Distributed Deep Learning
The following tools are libraries, which provide the communication functions necessary to perform distributed training. Primarily allReduce and broadcast functions.
IBM Spectrum MPI: Classic tool for distributed computing. Still commonly used for distributed deep learning.
NVIDIA NCCL: Nvidia’s gpu-to-gpu communication library. Since NCCL2, between-node communication is supported.

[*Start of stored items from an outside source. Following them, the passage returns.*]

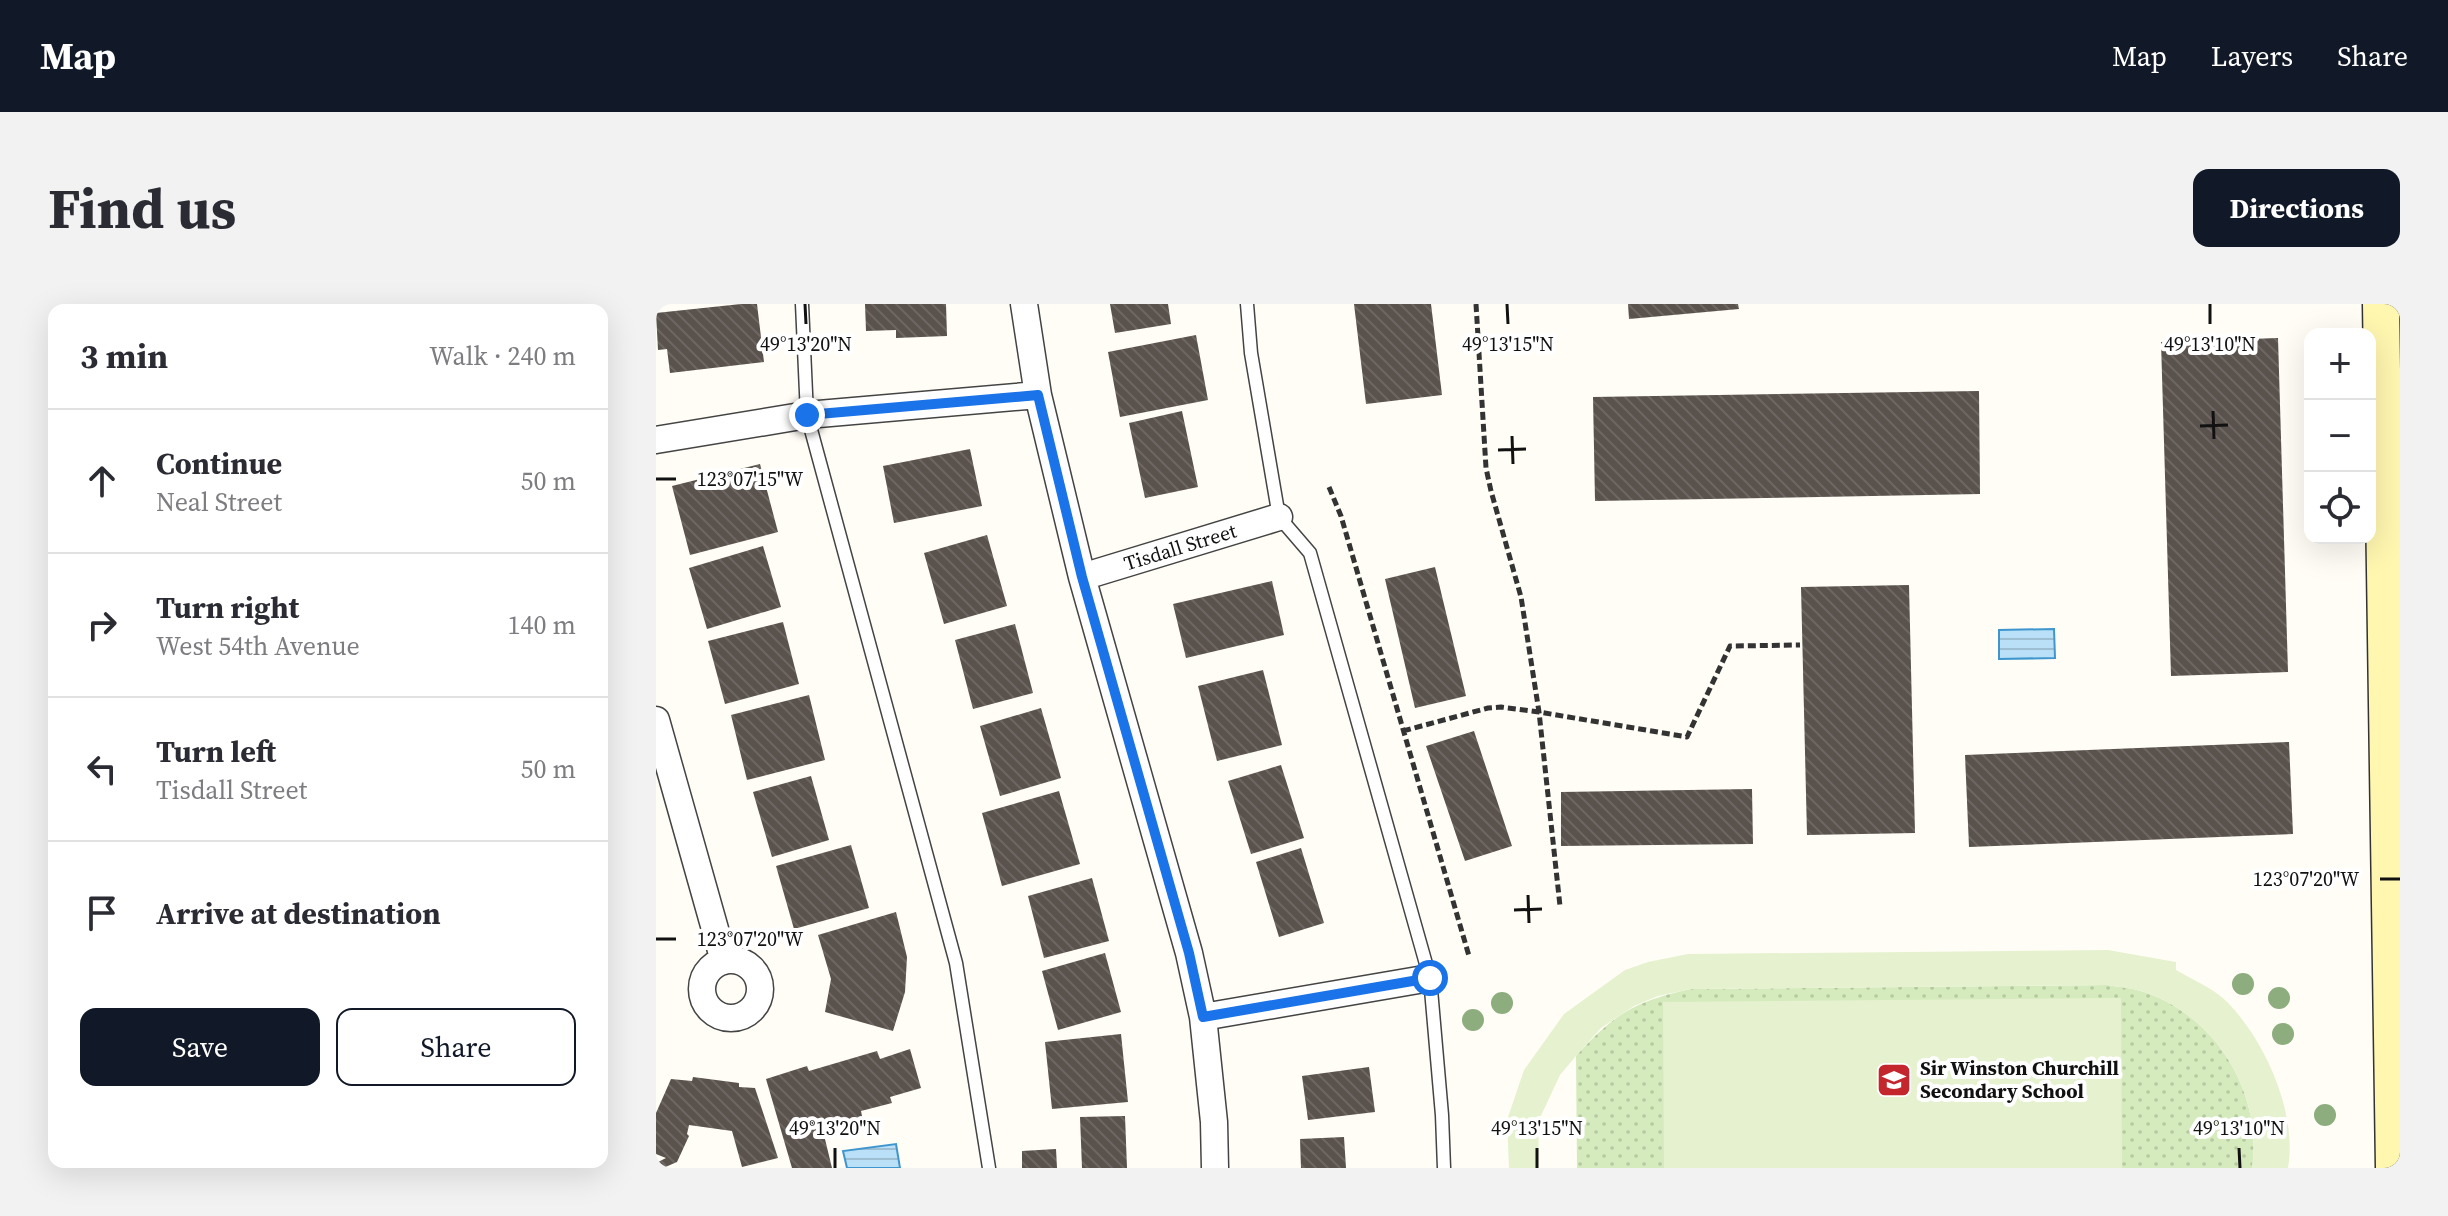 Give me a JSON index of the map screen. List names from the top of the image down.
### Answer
{
  "streets": {
    "street": ["Tisdall Street"]
  },
  "places": {
    "school or university": ["Sir Winston Churchill Secondary School"]
  },
  "page": {
    "header": "Map",
    "nav": ["Map", "Layers", "Share"],
    "buttons": [
      "Directions",
      ["Save", "Share"]
    ],
    "title": "Find us",
    "heading": ["3 min", "Walk · 240 m"],
    "map_buttons": ["+", "−"],
    "list": [
      ["Continue", "Neal Street", "50 m"],
      ["Turn right", "West 54th Avenue", "140 m"],
      ["Turn left", "Tisdall Street", "50 m"],
      "Arrive at destination"
    ]
  },
  "coordinates": [
    "49°13'20\"N",
    "49°13'15\"N",
    "49°13'10\"N",
    "123°07'15\"W",
    "123°07'20\"W"
  ]
}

IBM DDL: Provides a topology-aware all-Reduce. Capable of optimally dividing communication across hierarchies of fabrics. Utilizes different communication protocols at different hierarchies. When WMLCE is installed all related frameworks are comming with IBM DDL support, you don’t have to compile additional software packages, only to modify your training scripts to make use of the need distributed deep learning APIs.
Integrations into deep learning frameworks to enable distributed training is using common communication libraries such as:
TensorFlow Distribution Strategies. Native Tensorflow distribution methods.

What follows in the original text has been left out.